Looking for Clues in the Blue

Before heading out into the open sea to fish, it is important to check tide, weather, and even the moon phase to ensure you’ll have a good time on the water.

Venturing out into the blue water can seem very daunting for some people at first. With limited knowledge it can be hard to pinpoint where to start. The more knowledge and experience you gain with a specific species, the better angler you are going to become. After this, you become more consistent in tackling the big game. Working in the tackle industry I quite often get asked “Where do I even start?” My response is usually:

“Use your resources”

We are very fortunate that technology is evolving so fast, that for us as anglers there are many resources at our disposal to help in the planning process. One tool that I find myself using on a regular basis is the Navionics maps. This great tool can be accessed via the Navionics web app, Navionics smartphone app, or for those people who own quality electronics on board, the Navionics electronic charts. These charts show incredible detail not only in the form of navigation for travelling into and out of ports or safe passages around vast array reefs, but they also give detailed information for likely fishing areas.

Following the contour lines and observing any dramatic rises or depressions in the sea bed can often indicate some form of structure in the area, which could be a raised patch of reef, a large rock, or bommie and/or even a sink hole. Another useful feature is the way Navionics maps highlight sunken wrecks via a little symbol on the charts, which can be productive areas to fish when holding large quantities of bait.

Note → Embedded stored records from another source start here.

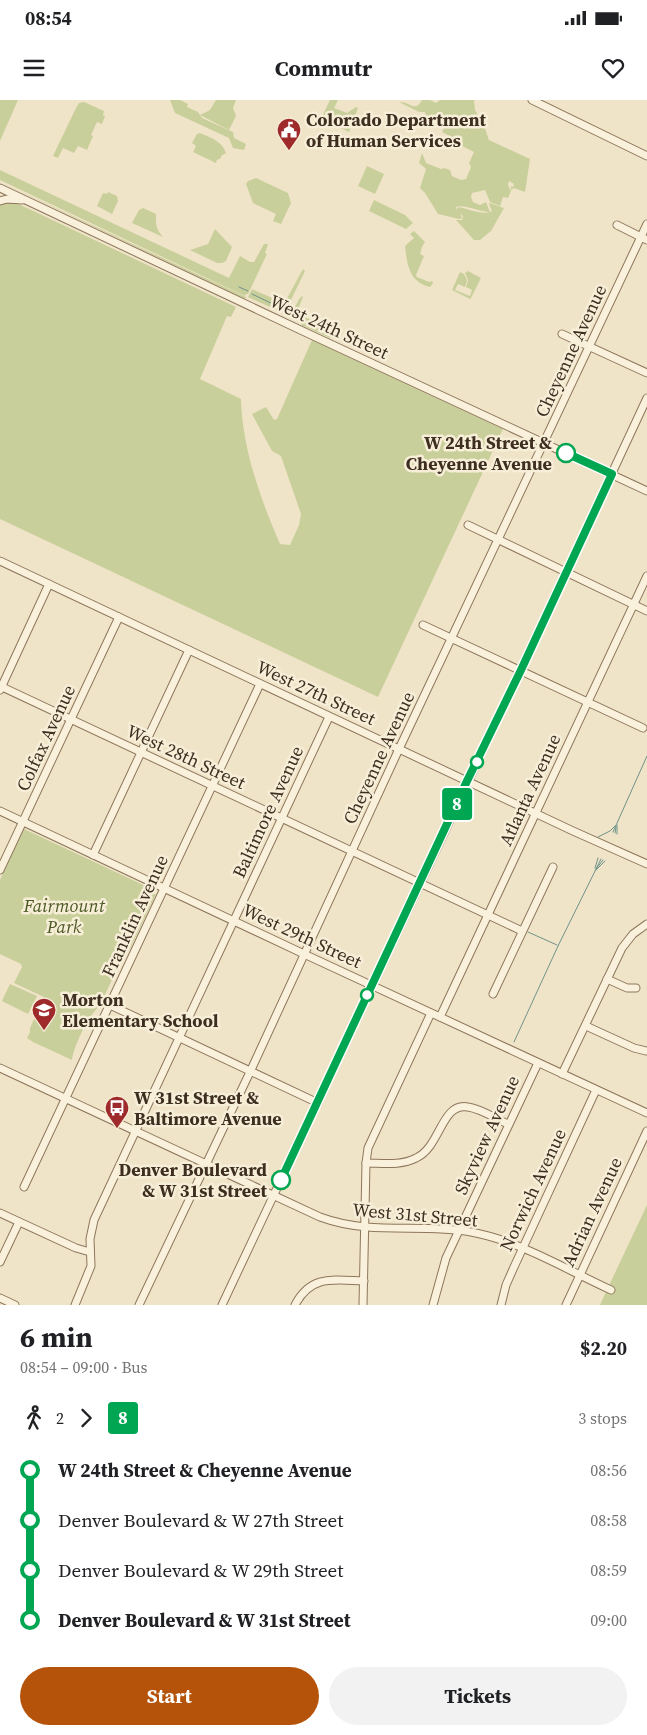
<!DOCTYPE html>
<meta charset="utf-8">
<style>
:root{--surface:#fff;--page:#f2f2f2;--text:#202124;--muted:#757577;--accent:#b45309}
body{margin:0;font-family:"Source Serif 4",serif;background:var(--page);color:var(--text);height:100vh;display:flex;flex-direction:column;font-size:19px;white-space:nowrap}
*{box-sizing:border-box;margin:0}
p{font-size:16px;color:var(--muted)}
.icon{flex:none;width:28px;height:28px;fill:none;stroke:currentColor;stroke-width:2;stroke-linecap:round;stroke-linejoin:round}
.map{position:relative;height:1205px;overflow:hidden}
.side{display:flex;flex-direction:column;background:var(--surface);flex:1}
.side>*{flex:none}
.badge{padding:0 10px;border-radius:4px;font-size:18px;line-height:32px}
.map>.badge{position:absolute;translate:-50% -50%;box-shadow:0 0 0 2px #fff}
.legs{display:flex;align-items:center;gap:8px;height:55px;padding:0 20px;font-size:16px}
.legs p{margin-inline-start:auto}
.summary{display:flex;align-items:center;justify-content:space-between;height:85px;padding:0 20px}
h1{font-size:28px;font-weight:700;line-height:38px}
.primary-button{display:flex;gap:10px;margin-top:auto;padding:10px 20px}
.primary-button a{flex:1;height:58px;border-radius:30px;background:var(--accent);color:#fff;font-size:20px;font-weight:700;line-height:58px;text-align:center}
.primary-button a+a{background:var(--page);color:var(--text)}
ul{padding:0 20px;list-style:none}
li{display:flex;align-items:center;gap:18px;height:50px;font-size:19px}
li i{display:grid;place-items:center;width:8px;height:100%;margin:0 6px;background:currentColor}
li i::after{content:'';width:12px;height:12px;margin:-6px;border:4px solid;border-radius:50%;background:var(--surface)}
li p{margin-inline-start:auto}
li:first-child i{background:linear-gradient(#0000 50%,currentColor 0)}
li:last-child i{background:linear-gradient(currentColor 50%,#0000 0)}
.status{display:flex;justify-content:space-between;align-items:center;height:35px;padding:0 25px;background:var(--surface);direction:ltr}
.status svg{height:14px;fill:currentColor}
header{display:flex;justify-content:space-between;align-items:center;height:65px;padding:0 20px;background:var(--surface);font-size:22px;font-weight:700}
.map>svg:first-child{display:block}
</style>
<div class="status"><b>08:54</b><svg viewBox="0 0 49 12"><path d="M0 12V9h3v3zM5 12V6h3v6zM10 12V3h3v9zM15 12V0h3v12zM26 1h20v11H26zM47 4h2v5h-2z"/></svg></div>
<header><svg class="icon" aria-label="menu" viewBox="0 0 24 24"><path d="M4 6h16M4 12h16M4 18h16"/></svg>Commutr<svg class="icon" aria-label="heart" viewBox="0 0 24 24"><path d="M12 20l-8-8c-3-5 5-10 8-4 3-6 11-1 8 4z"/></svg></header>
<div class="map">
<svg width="647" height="1205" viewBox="0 0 647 1205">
<rect width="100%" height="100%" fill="#f0e4c8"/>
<g fill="#c9cf9b">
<polygon points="0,0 18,0 0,41"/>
<polygon points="170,0 180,0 188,4 187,7 198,12 202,18 233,32 234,38 246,44 244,50 233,48 229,38 175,13"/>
<polygon points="216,0 236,0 233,8 236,16 229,30 200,15 210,10"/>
<polygon points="330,0 338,0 334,8 347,13 356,7 358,8 349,32 321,19"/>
<path d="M422 0H430L436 3 440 0H474L475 10 484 26 489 40 530 59 525 92 514 88 511 90V86L513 87 514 84 509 81 508 85 511 91 508 98 503 97 500 106 490 102 485 90 472 93 471 97 473 102 480 105 486 102 490 112C479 112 465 104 456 107L458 112 457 109 459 107C469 109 483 116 492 111L489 104 490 103 504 108 491 131 480 140H474L456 120H462L463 116 460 113 462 118 459 119 438 114 425 93 420 88 426 69 419 63 422 53 426 63 441 69 444 68 450 70 452 76 461 80 466 79 471 67 469 63 474 52 460 45 461 42 442 32 446 24C443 16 433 16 426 16L425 12H419L401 3 400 2C411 2 415 13 422 0Z"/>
<polygon points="84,2 104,11 103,15 105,16 102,24 97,22 91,35 93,36 87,50 78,46 74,53 63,48 58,58 53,56 76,8 79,3"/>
<path d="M200 33C211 38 222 41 226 53L221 56V58L217 60 216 63 193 52 196 46 192 43 197 34Z"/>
<polygon points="367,66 384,74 375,94 358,86"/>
<polygon points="0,70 229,178 240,156 250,162 254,162 264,144 268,144 265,153 267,154 248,194 246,194 245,196 0,80"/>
<polygon points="256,78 288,93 291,103 281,124 273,121 276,114 253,103 246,84 248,81"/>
<polygon points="0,82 246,197 245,199"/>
<polygon points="108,92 117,96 118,101 112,114 97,106 103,93 107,94"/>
<polygon points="374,100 405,115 413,123 406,129 369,111"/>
<path d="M6 103H16L27 108 236 207 231 217 227 216 200 279 241 299C242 348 261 400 280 444L290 445 299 425 301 414 281 356 272 351 252 314 266 307 274 320 277 319 312 240 503 329 378 597 0 419V104Z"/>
<path d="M143 108 156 114C156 124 155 128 163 137L132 123 139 110Z"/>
<polygon points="215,129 232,147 226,161 222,163 217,163 190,150 208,144"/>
<path d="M414 131 425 142 422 147 420 154 424 156 416 175 417 177 429 182 432 181 433 183 430 187C409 182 407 164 405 146L414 138 410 134Z"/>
<polygon points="303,169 305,171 287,208 280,206 278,207 281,212 248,197 252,189 279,201 285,202"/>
<polygon points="468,171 481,178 471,198 470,199 452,190 460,172 464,174 467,180 465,187 458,184 455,190 470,196 472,190 466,187 468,180 465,173"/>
<polygon points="302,196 303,197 297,211 300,212 300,215 334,230 330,238 301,225 302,223 305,224 302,222 299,214 293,211 299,199"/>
<path d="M24 729 154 790 153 793 156 794 130 849 127 848 102 901V905C90 910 73 948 72 960L33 942 27 938 30 932V928L44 897 14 883 22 867 21 864 0 854V780Z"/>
<polygon points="10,884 37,896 28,914 2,901"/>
<polygon points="647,1105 647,1205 600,1205 605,1194"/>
</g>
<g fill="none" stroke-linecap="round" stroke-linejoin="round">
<g stroke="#6f938a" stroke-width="1">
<polyline points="239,187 248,191"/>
<polyline points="252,194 279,207 280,202"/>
<polyline points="617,725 617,734"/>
<polyline points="613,732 647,656"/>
<polyline points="615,733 616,727"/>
<polyline points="598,737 610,731 615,726"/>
<polyline points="595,768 598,758"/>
<polyline points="596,769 603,760"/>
<polyline points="595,771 605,761"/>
<polyline points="528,832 557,845"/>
<polyline points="514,942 558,846 601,759"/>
</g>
<defs>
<g id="minor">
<polyline points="532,0 647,56"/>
<polyline points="0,88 309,234 647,391"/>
<polyline points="0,101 7,99 22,100"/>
<polyline points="617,125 647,140"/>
<polyline points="562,234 647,273"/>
<polyline points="468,425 647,511"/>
<polyline points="0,461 573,731 647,764"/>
<polyline points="423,525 643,628"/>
<polyline points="0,586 522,831"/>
<polyline points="0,590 49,484"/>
<polyline points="0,711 304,854 647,1013"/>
<polyline points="93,755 189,550"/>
<polyline points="0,770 119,517"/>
<polyline points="607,879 627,888 636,888"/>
<polyline points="493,894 553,767"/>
<polyline points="110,905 318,1003"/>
<polyline points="440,917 647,476"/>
<polyline points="586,926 634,948 646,951"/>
<path d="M0 968 320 1117C372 1136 419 1123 471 1132 520 1141 565 1169 611 1190"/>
<polyline points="562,974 622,848 633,834 647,824"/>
<path d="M366 1063C382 1063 401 1066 416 1058 441 1047 441 1002 468 1007 482 1009 496 1019 508 1024"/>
<polyline points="24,1087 260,584"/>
<polyline points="0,1113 76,1148 90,1152"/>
<polyline points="0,1162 19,1122"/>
<polyline points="0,1198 15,1205"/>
<polyline points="75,1205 91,1166 90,1139 94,1120 329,617"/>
<polyline points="139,1205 250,972 399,649 647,124"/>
<path d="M222 1205C364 903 507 601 647 298"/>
<path d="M295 1205C311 1174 334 1180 364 1181"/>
<polyline points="363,1205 366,1063 368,1048 431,913"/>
<polyline points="433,1205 446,1158 538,963"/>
<polyline points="501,1205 506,1185 514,1167 596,990"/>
<polyline points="566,1205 647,1031"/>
</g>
</defs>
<use href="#minor" stroke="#8d765c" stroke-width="9"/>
<use href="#minor" stroke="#faf1dc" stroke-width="7"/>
</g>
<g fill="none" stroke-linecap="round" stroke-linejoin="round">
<defs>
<polyline id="line-1" points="281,1080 467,681 521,570 612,374 566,353"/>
</defs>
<use href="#line-1" stroke="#fff" stroke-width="11"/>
<use href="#line-1" stroke="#00a651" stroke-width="8"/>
</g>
<defs>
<symbol id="civic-pin" viewBox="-11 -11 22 30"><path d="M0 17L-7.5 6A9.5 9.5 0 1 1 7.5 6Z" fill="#9e2a2b" stroke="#f7eed8"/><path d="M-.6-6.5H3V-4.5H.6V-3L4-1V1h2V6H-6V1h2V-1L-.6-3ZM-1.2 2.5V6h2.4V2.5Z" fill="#fff"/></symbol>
<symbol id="school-pin" viewBox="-11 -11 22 30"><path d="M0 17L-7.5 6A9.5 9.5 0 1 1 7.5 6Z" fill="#9e2a2b" stroke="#f7eed8"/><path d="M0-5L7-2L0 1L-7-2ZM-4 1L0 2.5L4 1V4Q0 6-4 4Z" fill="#fff"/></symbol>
<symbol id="bus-pin" viewBox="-11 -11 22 30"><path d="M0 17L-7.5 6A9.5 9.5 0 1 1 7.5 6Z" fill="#9e2a2b" stroke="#f7eed8"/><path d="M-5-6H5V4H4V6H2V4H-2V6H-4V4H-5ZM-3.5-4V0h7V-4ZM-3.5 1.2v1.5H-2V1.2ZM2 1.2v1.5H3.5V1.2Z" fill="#fff"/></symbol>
</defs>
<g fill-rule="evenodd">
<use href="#civic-pin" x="275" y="16" width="28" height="38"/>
<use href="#school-pin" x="30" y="896" width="28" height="38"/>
<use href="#bus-pin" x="103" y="994" width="28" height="38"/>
</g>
<g fill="#fff" stroke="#00a651" stroke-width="2.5">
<circle cx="566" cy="353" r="9"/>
<circle cx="477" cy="662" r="6"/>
<circle cx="367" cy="895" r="6"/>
<circle cx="281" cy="1080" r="9"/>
</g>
<g text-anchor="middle" stroke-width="5" stroke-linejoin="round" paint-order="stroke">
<g font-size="18" font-weight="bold" fill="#3d2e20" stroke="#f7eed8" text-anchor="start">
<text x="306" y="26">Colorado Department<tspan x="306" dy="21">of Human Services</tspan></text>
<text x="62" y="906">Morton<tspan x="62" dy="21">Elementary School</tspan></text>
<text x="134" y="1004">W 31st Street &amp;<tspan x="134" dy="21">Baltimore Avenue</tspan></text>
</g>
<g font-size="18" fill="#3d2e20" stroke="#f7eed8">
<text transform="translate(329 227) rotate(25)" y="6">West 24th Street</text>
<text transform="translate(571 251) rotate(-65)" y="6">Cheyenne Avenue</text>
<text transform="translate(316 593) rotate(25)" y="6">West 27th Street</text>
<text transform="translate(46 638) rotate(-65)" y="6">Colfax Avenue</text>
<text transform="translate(186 657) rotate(25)" y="6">West 28th Street</text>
<text transform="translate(379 658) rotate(-65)" y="6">Cheyenne Avenue</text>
<text transform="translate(530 690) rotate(-65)" y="6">Atlanta Avenue</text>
<text transform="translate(268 712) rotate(-65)" y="6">Baltimore Avenue</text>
<text transform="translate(135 816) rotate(-65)" y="6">Franklin Avenue</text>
<text transform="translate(302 836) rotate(25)" y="6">West 29th Street</text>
<text transform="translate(487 1035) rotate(-65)" y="6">Skyview Avenue</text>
<text transform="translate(533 1090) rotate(-65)" y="6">Norwich Avenue</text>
<text transform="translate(592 1112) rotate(-65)" y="6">Adrian Avenue</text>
<text transform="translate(415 1115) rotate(5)" y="6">West 31st Street</text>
</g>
<g font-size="18" font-weight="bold" fill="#3d2e20" stroke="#f7eed8" text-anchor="end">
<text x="552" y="349">W 24th Street &amp;<tspan x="552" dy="21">Cheyenne Avenue</tspan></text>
<text x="267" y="1076">Denver Boulevard<tspan x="267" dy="21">&amp; W 31st Street</tspan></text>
</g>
<g font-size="18" font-style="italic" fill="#4d5a26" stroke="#f7eed8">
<text x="64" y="812">Fairmount<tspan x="64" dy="21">Park</tspan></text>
</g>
</g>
</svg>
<b class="badge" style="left:457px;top:704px;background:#00a651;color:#fff">8</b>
</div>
<section class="side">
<div class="summary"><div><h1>6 min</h1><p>08:54 – 09:00 · Bus</p></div><b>$2.20</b></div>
<div class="legs"><svg class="icon" aria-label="walk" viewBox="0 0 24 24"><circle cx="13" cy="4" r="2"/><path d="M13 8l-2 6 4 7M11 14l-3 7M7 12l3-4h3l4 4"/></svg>2<svg class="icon" aria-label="forward" viewBox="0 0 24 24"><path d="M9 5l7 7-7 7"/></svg><b class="badge" style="background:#00a651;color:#fff">8</b><p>3 stops</p></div>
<ul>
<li><i style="color:#00a651"></i><b>W 24th Street &amp; Cheyenne Avenue</b><p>08:56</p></li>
<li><i style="color:#00a651"></i><span>Denver Boulevard &amp; W 27th Street</span><p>08:58</p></li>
<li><i style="color:#00a651"></i><span>Denver Boulevard &amp; W 29th Street</span><p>08:59</p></li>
<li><i style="color:#00a651"></i><b>Denver Boulevard &amp; W 31st Street</b><p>09:00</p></li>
</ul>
<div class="primary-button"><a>Start</a><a>Tickets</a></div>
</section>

Insight Genesis is another great resource when it comes to gaining greater understanding of what is actually going on below the surface. You can access the Insight Genesis social maps via the Gofree website and if you create an account and are running a Simrad or Lowrance unit, you can begin to log the area of your favourite fishing locations. With the information gathered and downloaded, you can create your own detailed maps with contour lines depicting all the rises, falls, ledges, bommies and much more. This allows an angler to look at the maps and form a predetermined idea of where the fish will be holding on the structure.

Water temperature charts are also a useful resource that I take note of before heading out into the blue water. The slightest difference of 1-2 degrees can sometimes make a massive difference between success and failure, especially when it comes to pelagic species. I use a website called ‘Ocean Currents’ which allows me to understand where the warmer and colder water is and in which direction the currents are pushing that water. This all comes into play during the planning process of a trip and often has a large part in deciding which direction I head out in.

Align the Conditions

The next piece of the puzzle is making sure you try to “align the conditions” with factors such as the tide, moon phase, seasonal change and even wind direction. Tidal influence is an important factor in the blue water; as the saying goes, ‘no run-no fun’. From personal experience, the building tides on the lead up to the moon have produced the greatest results, especially on pelagic species. On these building tides, larger quantities of bait seem to congregate around areas of structure, thus drawing in the predatory species from far and wide in a feeding frenzy. On the falling tides, the bait seem to disperse and spread out into what I call the paddock, spreading the predatory fish out. The moon phase also has an influence on the fish’s moods and feeding habits as certain species react differently to the varying moon phases. A good example is the snapper, best targeted during the day time during the new moon period because under the cover of darkness, it is harder for the snapper to locate and feed; whereas on the full moon period, there is ample light for them to locate and feed at night making the day time bite often much tougher.

What to look for! The most important factor, whether targeting pelagic or reef dwelling species, is to understand that all predatory species are drawn to congregations of bait and bait is drawn to structure. You must locate and target some form of structure.

Structure comes in many forms, some visible to the eye and some requiring a quality electronic set up to locate. These can include Island headlands, isolated rocks, reefs, bommies, ledges and ridges just to name a few. At the right times, these will hold a bait supply with predatory species lurking close by. Current plays a role on all these structures and during the main run periods, pressure edges and back eddies are formed and most prominent. A Pressure edge is the first point at which the current hits a structure pushing it either up or around, trapping baitfish being washed around by the current for larger predatory fish like GT’s and Spanish Mackerel to come through and devour. Back eddies are essentially the dead water formed from the current hitting the structure and rolling off it, making a great ambush point for predatory fish to wait for distressed bait fish struggling in the strong current line or rip to be swept past. A pressure edges is best indicated by disturbed water and back eddies are best indicated by the patches of slick water on the surface.

Birds circling or dive-bombing the water are another very good indication of activity, and is always worth a look as they are there for a reason and that is feeding on bait balls of small fish which are being forced to the surface from predatory fish like tuna from down below. One piece of information I was told from an experienced angler, as a guideline, is that the height the birds were hovering at was the depth that the bait was holding. Spending some time watching and observing the birds feeding patterns is very important, as when you become competent in reading the birds behaviours you can predict where the predatory fish are going to force the baitfish to the surface and the feeding frenzy begins, placing you in position to get that perfect cast away.

Other factors to consider and pay close attention to is water clarity, colour and water temperature. The colour you are searching for out in the blue water is self-described and variances in colour can make all the difference. Colour changes in the water can be good fish congregating areas particularly in the absence of any structure.